* [Material to process]
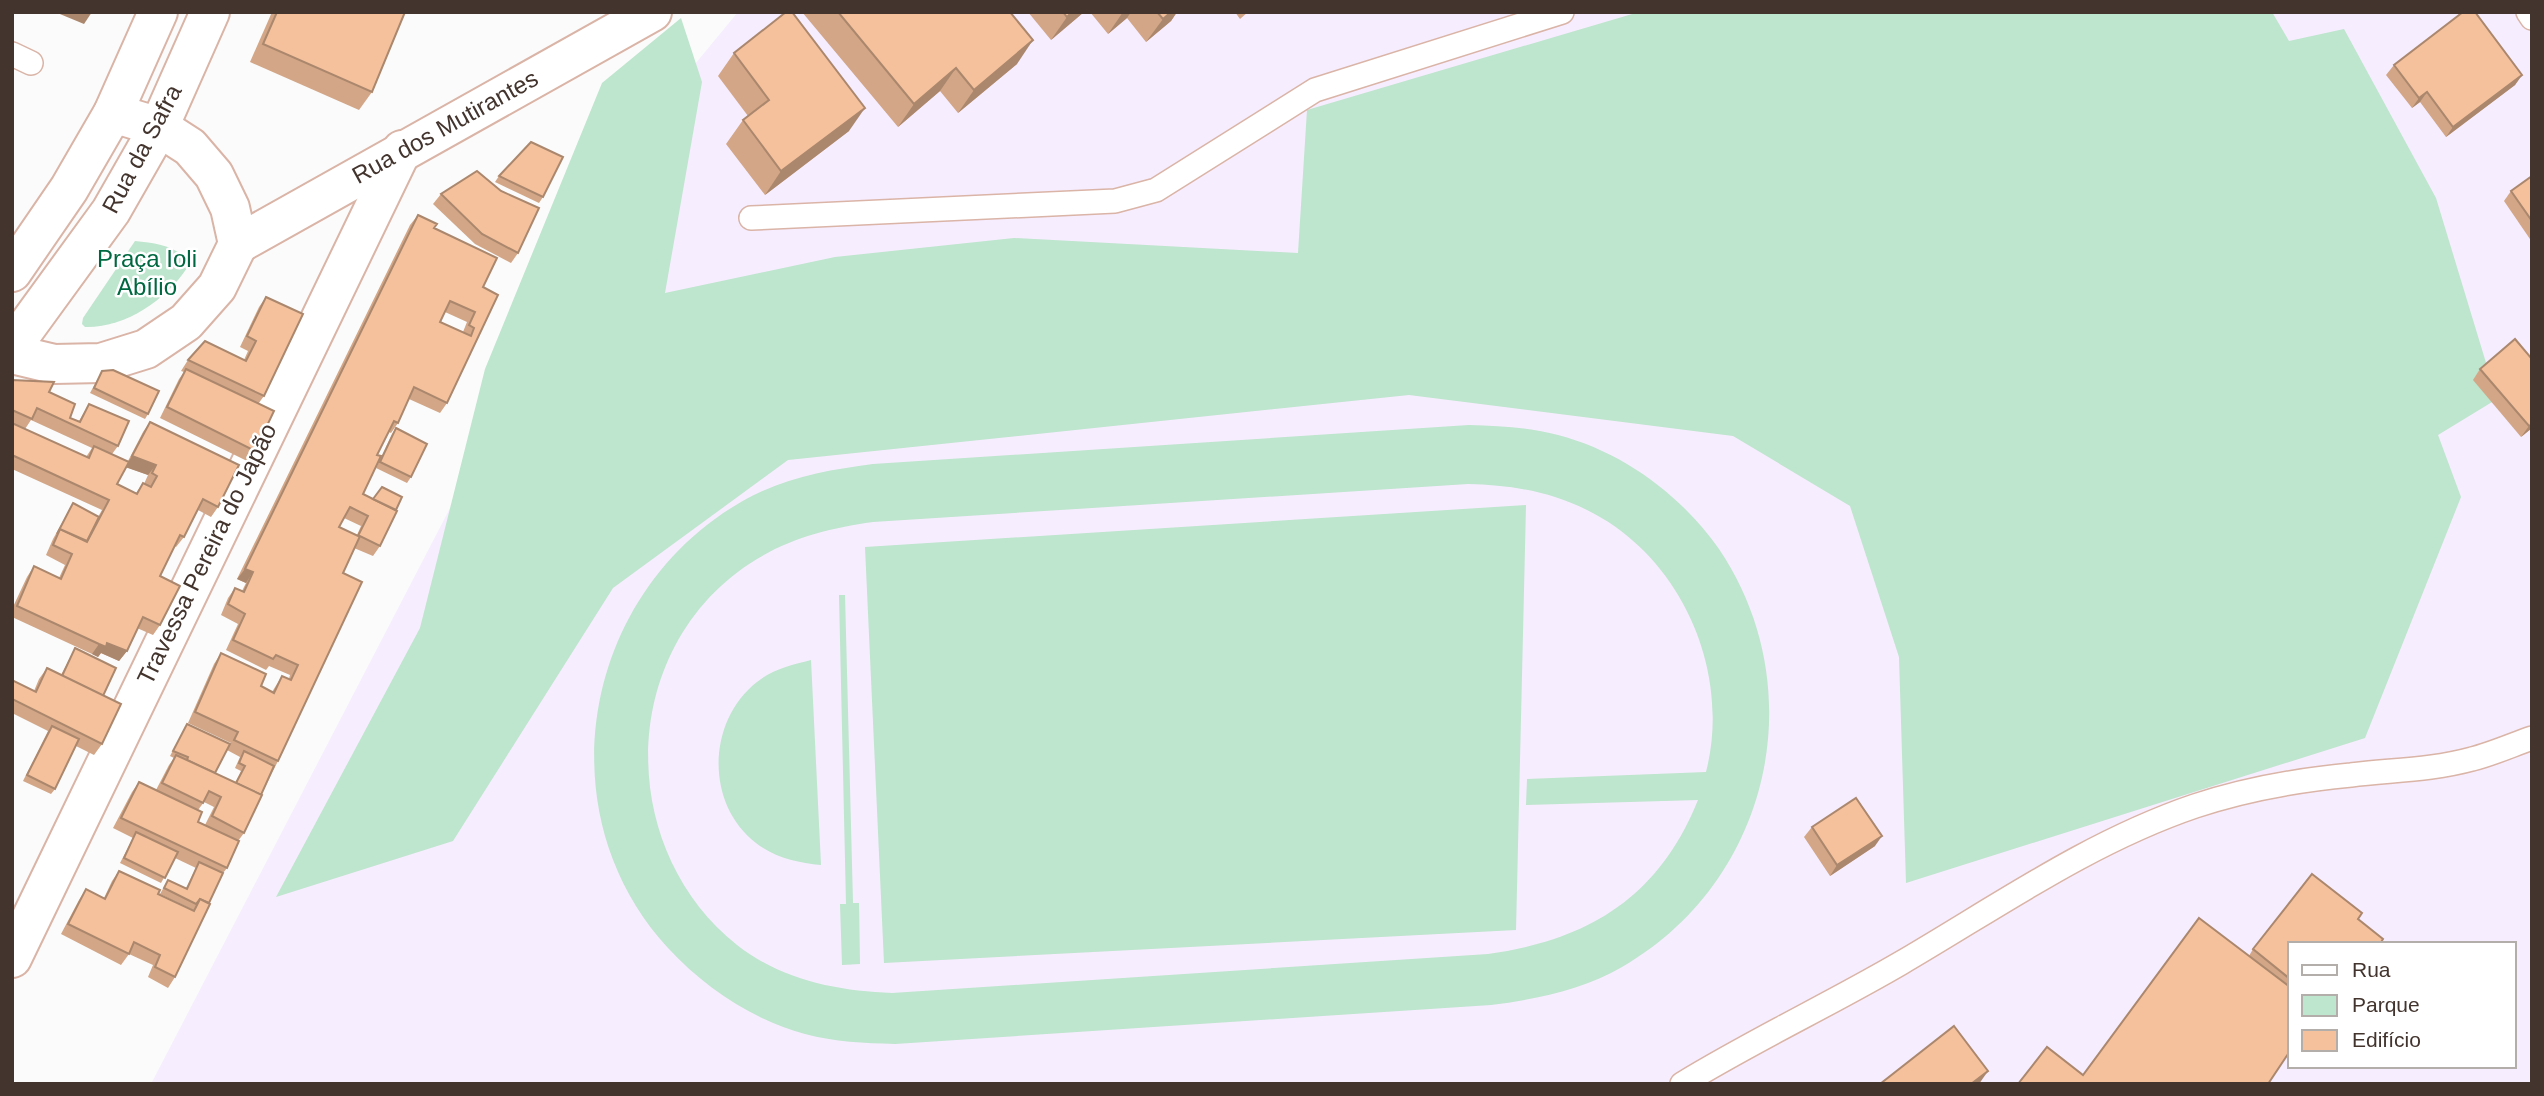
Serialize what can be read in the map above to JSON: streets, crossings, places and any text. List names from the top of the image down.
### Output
{
  "streets": {
    "street": ["Rua dos Mutirantes", "Rua da Safra", "Travessa Pereira do Japão"]
  },
  "crossings": [
    ["Rua dos Mutirantes", "Travessa Pereira do Japão"]
  ],
  "parks": ["Praça Ioli Abílio"],
  "legend": ["Rua", "Parque", "Edifício"]
}
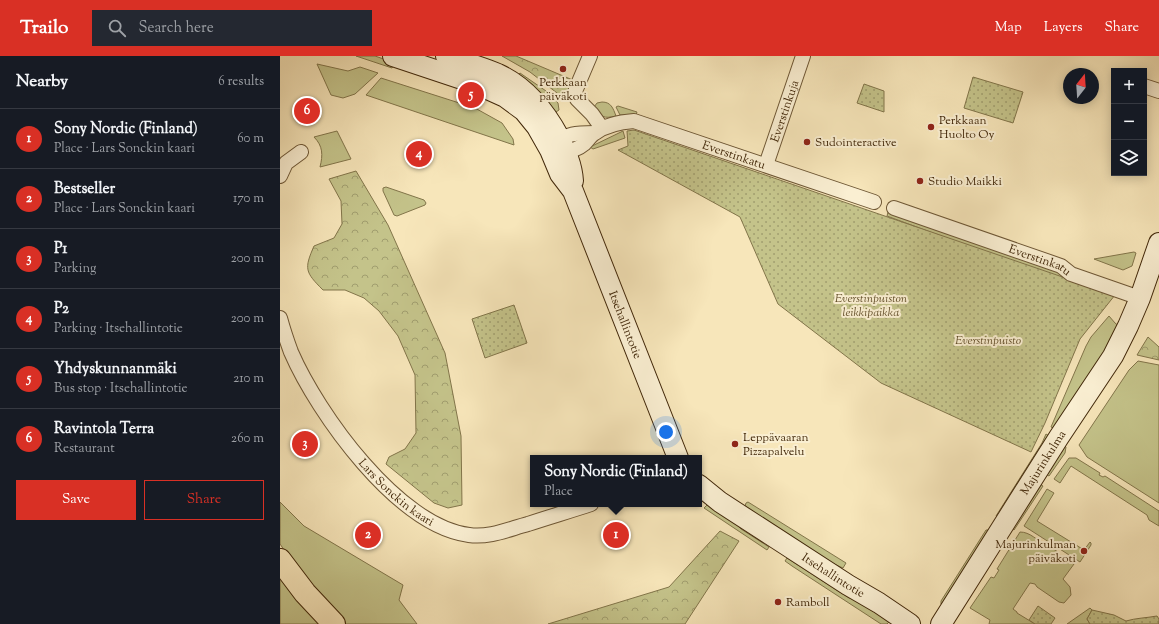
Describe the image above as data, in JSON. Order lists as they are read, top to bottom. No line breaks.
{"streets":{"main road":["Itsehallintotie","Majurinkulma"],"street":["Everstinkuja","Everstinkatu","Lars Sonckin kaari"]},"crossings":[["Everstinkuja","Everstinkatu"],["Everstinkatu","Itsehallintotie"],["Everstinkatu","Majurinkulma"]],"parks":["Everstinpuiston leikkipaikka","Everstinpuisto"],"places":["Perkkaan päiväkoti","Perkkaan Huolto Oy","Sudointeractive","Studio Maikki","Leppävaaran Pizzapalvelu","Majurinkulman päiväkoti","Ramboll"],"north":"top","page":{"header":"Trailo","search":"Search here","nav":["Map","Layers","Share"],"heading":["Nearby","6 results"],"map_buttons":["+","−"],"pins":["5","6","4","3","1","2"],"list":[{"mark":"1","name":"Sony Nordic (Finland)","note":"Place · Lars Sonckin kaari","value":"60 m"},{"mark":"2","name":"Bestseller","note":"Place · Lars Sonckin kaari","value":"170 m"},{"mark":"3","name":"P1","note":"Parking","value":"200 m"},{"mark":"4","name":"P2","note":"Parking · Itsehallintotie","value":"200 m"},{"mark":"5","name":"Yhdyskunnanmäki","note":"Bus stop · Itsehallintotie","value":"210 m"},{"mark":"6","name":"Ravintola Terra","note":"Restaurant","value":"260 m"}],"popup":["Sony Nordic (Finland)","Place"],"buttons":["Save","Share"]}}
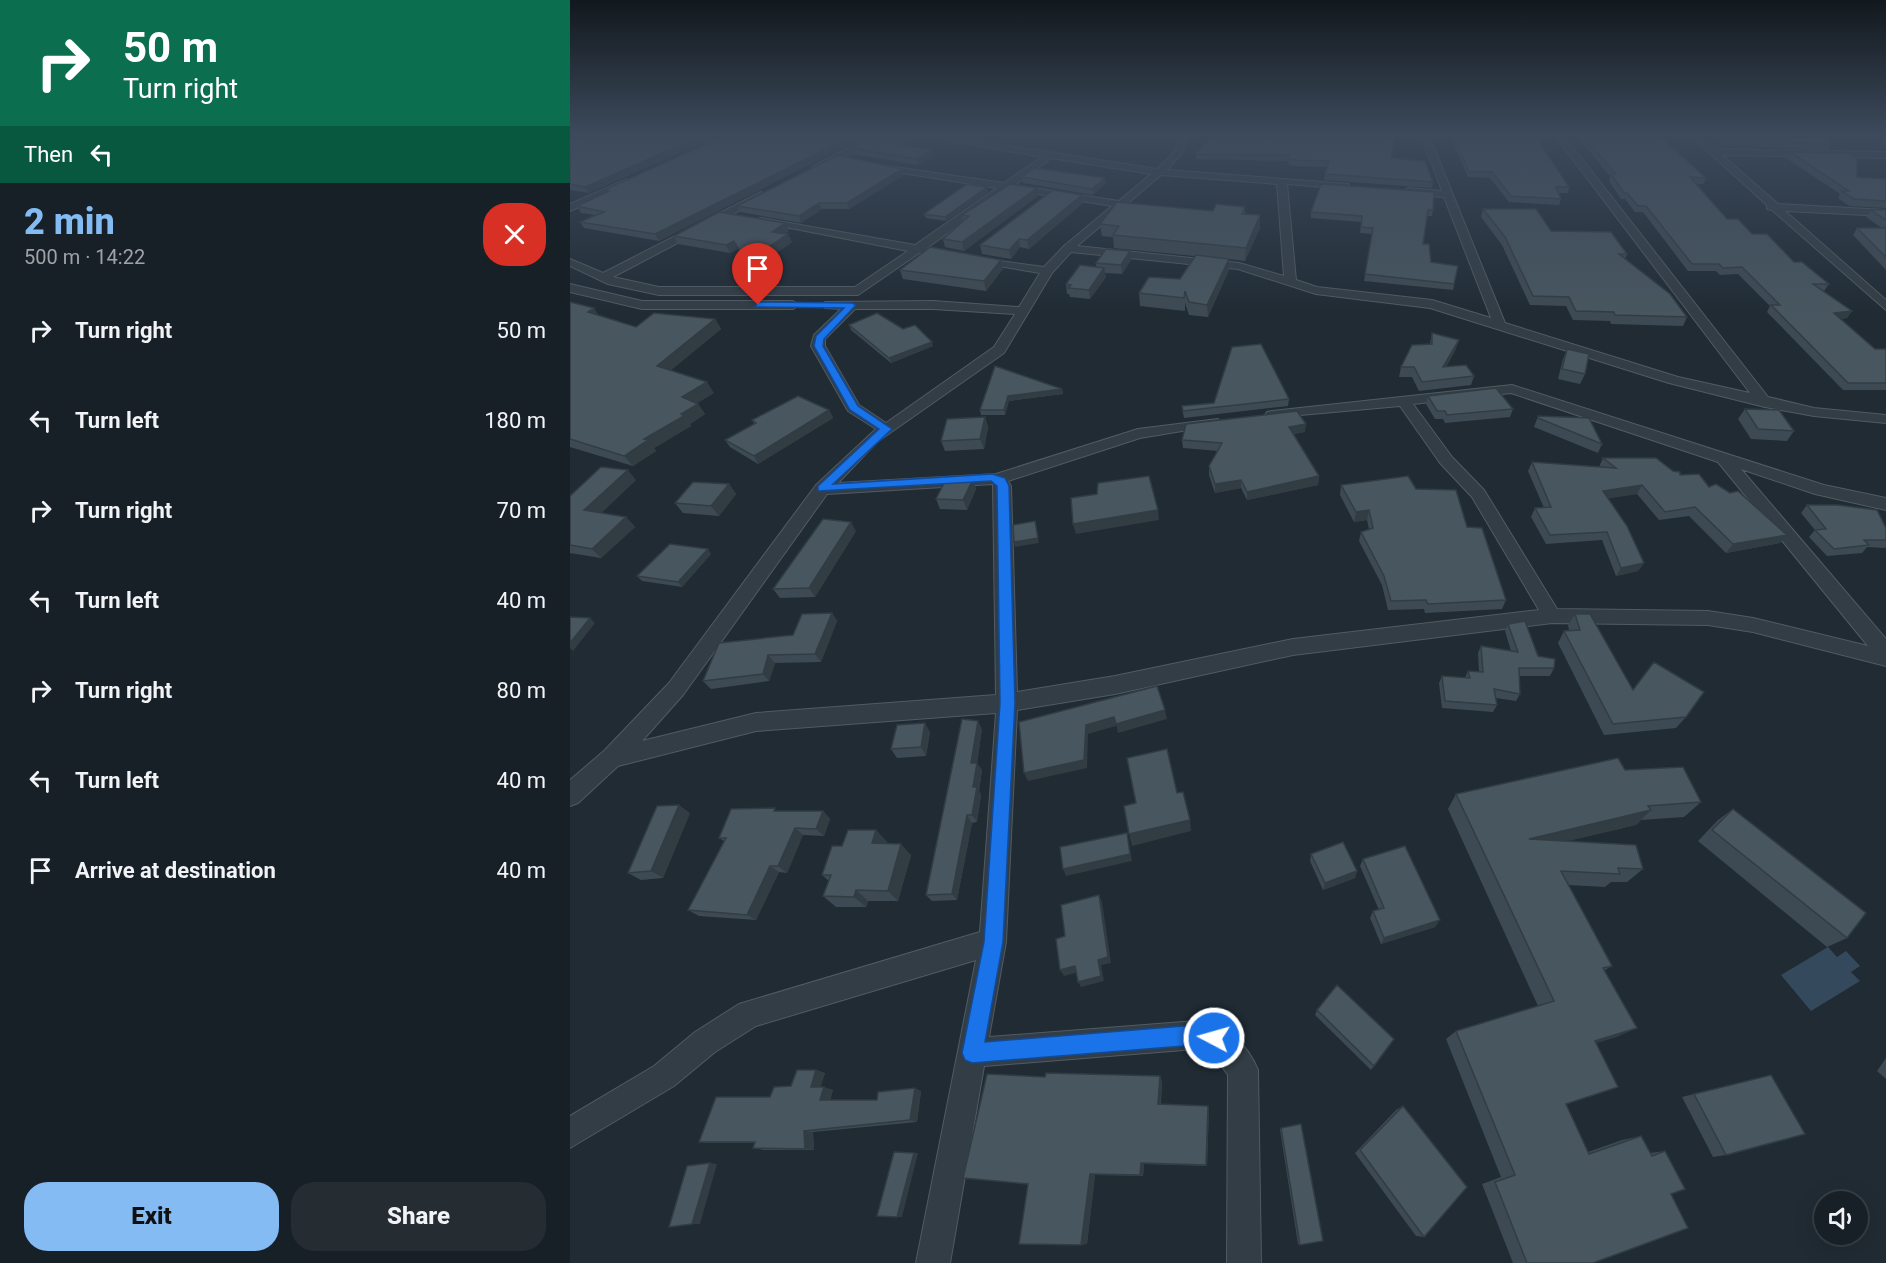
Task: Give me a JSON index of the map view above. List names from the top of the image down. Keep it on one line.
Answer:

* [Work instruction]
The copy should begin at the line containing "Describe the image" and end at the last line of the data above; please restate those lines word for word without the pictures.

* [Result for this exercise]
Describe the image above as data, in JSON. Order lists as they are read, top to bottom. No line breaks.
{"streets":{"main road":["Itsehallintotie","Majurinkulma"],"street":["Everstinkuja","Everstinkatu","Lars Sonckin kaari"]},"crossings":[["Everstinkuja","Everstinkatu"],["Everstinkatu","Itsehallintotie"],["Everstinkatu","Majurinkulma"]],"parks":["Everstinpuiston leikkipaikka","Everstinpuisto"],"places":["Perkkaan päiväkoti","Perkkaan Huolto Oy","Sudointeractive","Studio Maikki","Leppävaaran Pizzapalvelu","Majurinkulman päiväkoti","Ramboll"],"north":"top","page":{"header":"Trailo","search":"Search here","nav":["Map","Layers","Share"],"heading":["Nearby","6 results"],"map_buttons":["+","−"],"pins":["5","6","4","3","1","2"],"list":[{"mark":"1","name":"Sony Nordic (Finland)","note":"Place · Lars Sonckin kaari","value":"60 m"},{"mark":"2","name":"Bestseller","note":"Place · Lars Sonckin kaari","value":"170 m"},{"mark":"3","name":"P1","note":"Parking","value":"200 m"},{"mark":"4","name":"P2","note":"Parking · Itsehallintotie","value":"200 m"},{"mark":"5","name":"Yhdyskunnanmäki","note":"Bus stop · Itsehallintotie","value":"210 m"},{"mark":"6","name":"Ravintola Terra","note":"Restaurant","value":"260 m"}],"popup":["Sony Nordic (Finland)","Place"],"buttons":["Save","Share"]}}
Task: Give me a JSON index of the map view above. List names from the top of the image down. Keep it on one line.
Answer:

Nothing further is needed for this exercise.